--- Supplied data ---

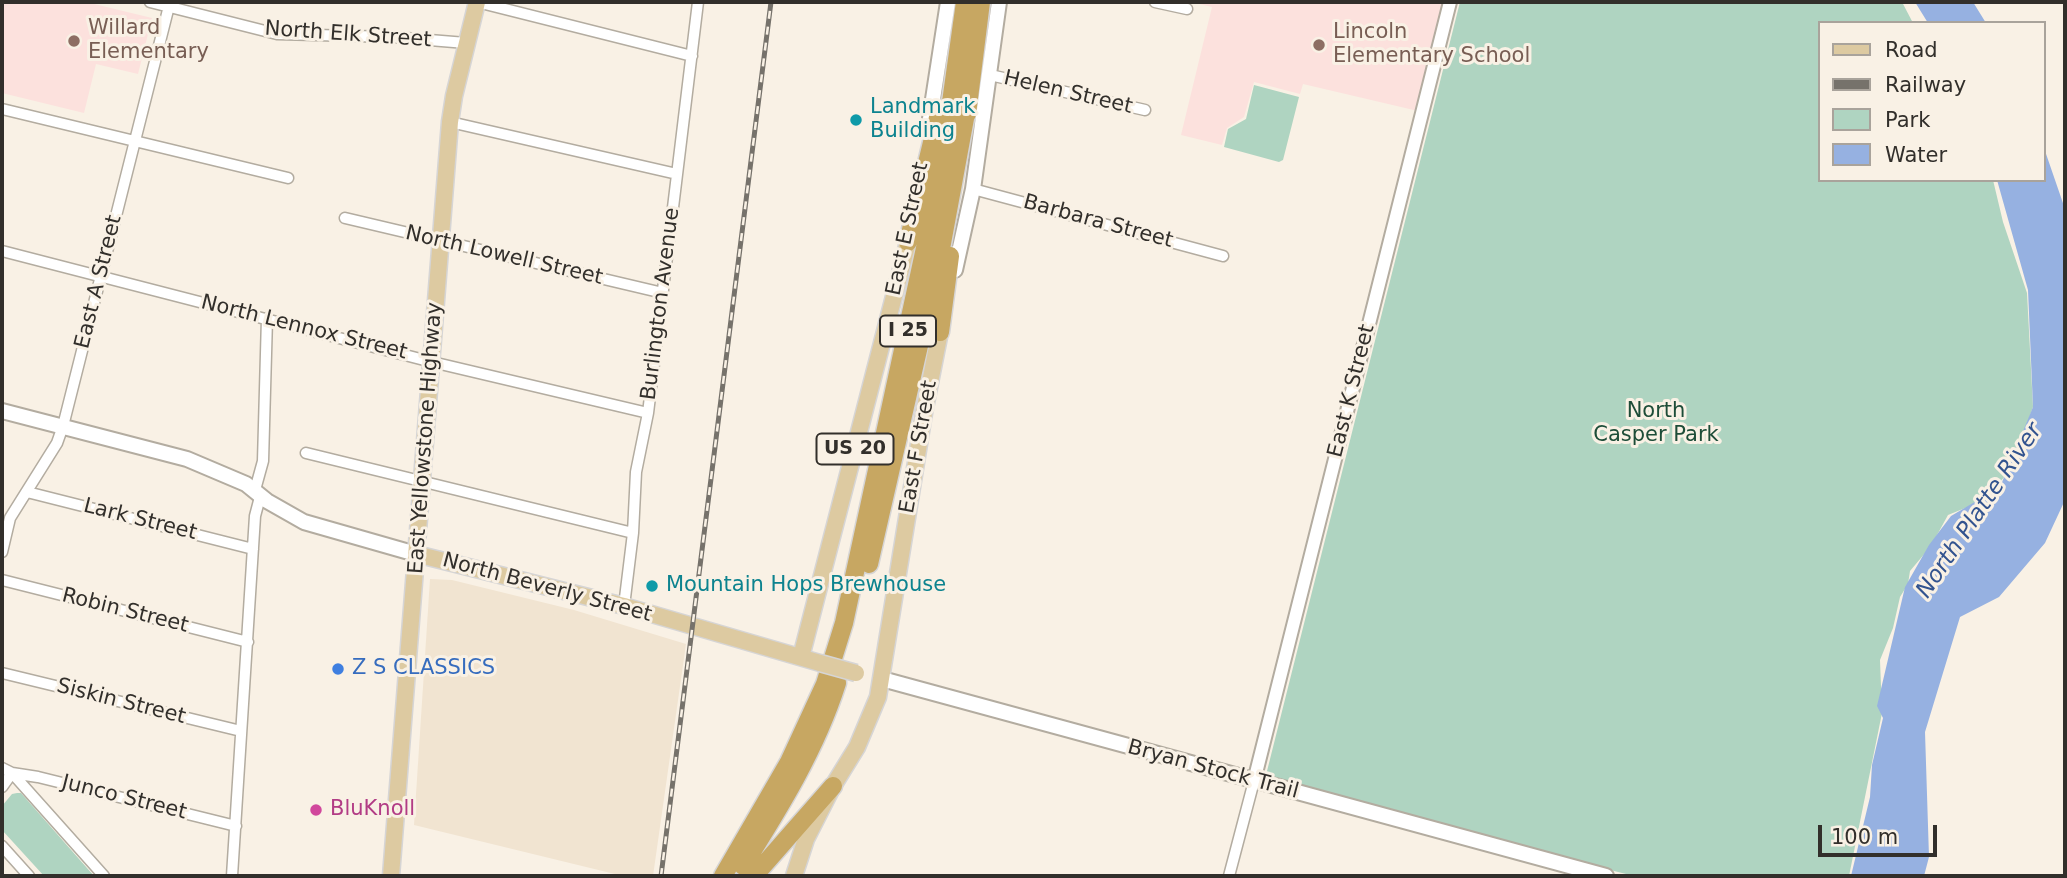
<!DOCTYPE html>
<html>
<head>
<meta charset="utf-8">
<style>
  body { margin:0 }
  #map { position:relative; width:2067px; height:878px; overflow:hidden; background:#f9f1e5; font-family:"DejaVu Sans",sans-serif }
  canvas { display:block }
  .frame { position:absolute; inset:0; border:4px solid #322f2b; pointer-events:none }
  .legend { position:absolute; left:1818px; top:21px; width:228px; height:161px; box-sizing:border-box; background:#f9f1e5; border:2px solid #a9a39b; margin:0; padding:9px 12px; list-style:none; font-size:21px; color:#322f2b }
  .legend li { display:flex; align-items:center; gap:14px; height:35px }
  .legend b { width:35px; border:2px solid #a9a39b }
  .scale { position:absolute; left:1818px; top:825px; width:119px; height:32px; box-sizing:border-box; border:4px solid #322f2b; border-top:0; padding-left:9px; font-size:21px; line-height:24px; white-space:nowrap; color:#322f2b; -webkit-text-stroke:5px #f9f1e5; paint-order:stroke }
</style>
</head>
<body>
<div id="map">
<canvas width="2067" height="878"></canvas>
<div class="frame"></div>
<ul class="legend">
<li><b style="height:9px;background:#ddcaa1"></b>Road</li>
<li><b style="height:9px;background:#76726b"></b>Railway</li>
<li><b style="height:19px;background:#afd4c1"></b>Park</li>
<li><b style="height:19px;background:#96b1e1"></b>Water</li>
</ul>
<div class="scale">100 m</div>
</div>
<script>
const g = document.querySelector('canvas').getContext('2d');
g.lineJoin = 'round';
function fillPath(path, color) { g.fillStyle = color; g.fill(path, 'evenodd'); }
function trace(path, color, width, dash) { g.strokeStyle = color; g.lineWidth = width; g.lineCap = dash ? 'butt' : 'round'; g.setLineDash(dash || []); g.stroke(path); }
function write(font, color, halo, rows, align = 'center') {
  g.font = font + ' "DejaVu Sans",sans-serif'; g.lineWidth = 6; g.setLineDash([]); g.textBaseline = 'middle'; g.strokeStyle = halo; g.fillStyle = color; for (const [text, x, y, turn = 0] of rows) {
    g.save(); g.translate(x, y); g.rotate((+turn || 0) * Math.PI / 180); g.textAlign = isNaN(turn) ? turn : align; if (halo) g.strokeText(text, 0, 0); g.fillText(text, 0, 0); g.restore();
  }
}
fillPath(new Path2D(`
  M430 579 452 580 574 610 686 644 653 876H623L414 825Z`), '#f1e4d1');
fillPath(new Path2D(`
  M2 2H86L152 18 138 74 96 64 84 113 2 93Z
  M1191 2H1444L1418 111 1303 84 1300 94 1254 82 1244 117 1227 128 1222 145 1181 135 1212 7Z`), '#fce1dd');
fillPath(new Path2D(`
  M1460 2H1902L1913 23H1820V180H1993L2003 222 2027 293 2033 407 2011 469 1985 500 1948 515 1931 546 1910 571 1908 584 1900 597 1893 628 1880 660 1882 713 1849 876H1634L1264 783Z
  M1254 85 1299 97 1283 160 1279 162 1224 147 1228 129 1246 119Z
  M17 793H21L94 876H44L2 830V806L12 794Z`), '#afd4c1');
fillPath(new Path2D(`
  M1915 2H1973L1986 23H1928Z
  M2044 148 2065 209V500L2045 543 1999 597 1960 617 1925 732 1929 857 1924 876H1851L1870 797 1872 765 1883 718 1877 706 1905 587 1929 545 1951 516 2000 487 2033 407 2028 290 1997 180H2044Z`), '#96b1e1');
const minor = new Path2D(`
  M150 2 277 34 393 37 466 43
  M477 2 692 56
  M1155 2 1187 9
  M990 75 1145 110
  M2 109 288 178
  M450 122 677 174
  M973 189 1223 256
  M345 218 663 293
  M2 251 432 362 648 413
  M306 453 633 533
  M255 490 263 461 267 318
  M27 492 253 549
  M2 552 10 518 57 443 63 426 170 2
  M2 580 248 642
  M624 606 633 533 636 472 648 413 698 2
  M2 673 241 731
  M2 768 12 773 104 876
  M2 787 12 773 38 777 236 826
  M2 846 29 876
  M232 876 255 516 260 497
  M1229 876 1254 781`);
const tertiary = new Path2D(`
  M1254 781 1450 2`);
const secondary = new Path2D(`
  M929 125 948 2
  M955 270 973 189 999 2
  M2 411 187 459 246 484 267 501 304 522 416 554
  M882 679 1606 876`);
const primary = new Path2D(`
  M416 554 624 606 820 663
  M801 657 908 242
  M391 876 450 122 454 96 477 2
  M794 876 806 839 833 786 857 747 878 697 924 413 940 332`);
const motorway = new Path2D(`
  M967 114 981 2
  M908 242 940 109
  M940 332 950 256
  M869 564 940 254 968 102
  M743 866C780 807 816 749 837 683
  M723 876 789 762 825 684 844 623 941 174 965 2
  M754 876 833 786`);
trace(minor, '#b3aca0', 13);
trace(tertiary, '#b3aca0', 16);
trace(secondary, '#b3aca0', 18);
trace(primary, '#d6d5d5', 19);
trace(motorway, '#d6d5d5', 21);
trace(minor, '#fff', 10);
trace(tertiary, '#fff', 12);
trace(secondary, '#fff', 14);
trace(primary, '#ddcaa1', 16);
trace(motorway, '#c7a762', 18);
const rail = new Path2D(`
  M661 876 771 2`);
trace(rail, '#76726b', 5);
trace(rail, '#f9f1e5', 2.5, [8]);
const primaryBridge = new Path2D(`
  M820 663 856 673`);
trace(primaryBridge, '#d6d5d5', 19, []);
trace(primaryBridge, '#ddcaa1', 16);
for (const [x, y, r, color] of [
  [74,41,7,"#8d6e63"],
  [1319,45,7,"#8d6e63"],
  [856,120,7,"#0f9aa8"],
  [652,586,7,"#0f9aa8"],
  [338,669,7,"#3f7fe0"],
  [316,810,7,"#d1479c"]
]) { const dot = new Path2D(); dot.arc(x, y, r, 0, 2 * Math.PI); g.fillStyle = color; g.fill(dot); trace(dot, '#f9f1e5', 2.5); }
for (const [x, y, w] of [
  [908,331,56],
  [855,449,77]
]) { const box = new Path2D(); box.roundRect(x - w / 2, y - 15.5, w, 31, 5); g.fillStyle = '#f9f1e5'; g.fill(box); trace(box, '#322f2b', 2); }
write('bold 19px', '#322f2b', null, [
  ["I 25",908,331],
  ["US 20",855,449]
]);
write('21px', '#785e54', '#f9f1e5', [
  ["Willard",88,29],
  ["Elementary",88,53],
  ["Lincoln",1333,33],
  ["Elementary School",1333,57]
], 'left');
write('21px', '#322f2b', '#f9f1e5', [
  ["North Elk Street",348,35,4],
  ["Helen Street",1068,93,13],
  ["Barbara Street",1098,222,15],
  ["East E Street",908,229,-78],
  ["North Lowell Street",504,256,13],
  ["East A Street",99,282,-76],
  ["Burlington Avenue",661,304,-83],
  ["North Lennox Street",304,328,14],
  ["East K Street",1352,391,-76],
  ["East Yellowstone Highway",426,438,-86],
  ["East F Street",919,447,-80],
  ["Lark Street",140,520,14],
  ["North Beverly Street",547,588,15],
  ["Robin Street",125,611,14],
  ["Siskin Street",121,702,14],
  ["Bryan Stock Trail",1213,770,15],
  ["Junco Street",124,798,14]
]);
write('21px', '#0d838f', '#f9f1e5', [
  ["Landmark",870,108],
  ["Building",870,132],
  ["Mountain Hops Brewhouse",666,586]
], 'left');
write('21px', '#1d4d38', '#f9f1e5', [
  ["North",1656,412],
  ["Casper Park",1656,436]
]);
write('21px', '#366cbe', '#f9f1e5', [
  ["Z S CLASSICS",352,669]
], 'left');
write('21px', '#b23c85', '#f9f1e5', [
  ["BluKnoll",330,810]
], 'left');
write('italic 23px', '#32538f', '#f9f1e5', [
  ["North Platte River",1980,511,-56]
]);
</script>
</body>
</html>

---

▶ Aim of the exercise: Using the data above, tally each line that has the string "turn" and report only the sum.

▶ Answer to the exercise: 2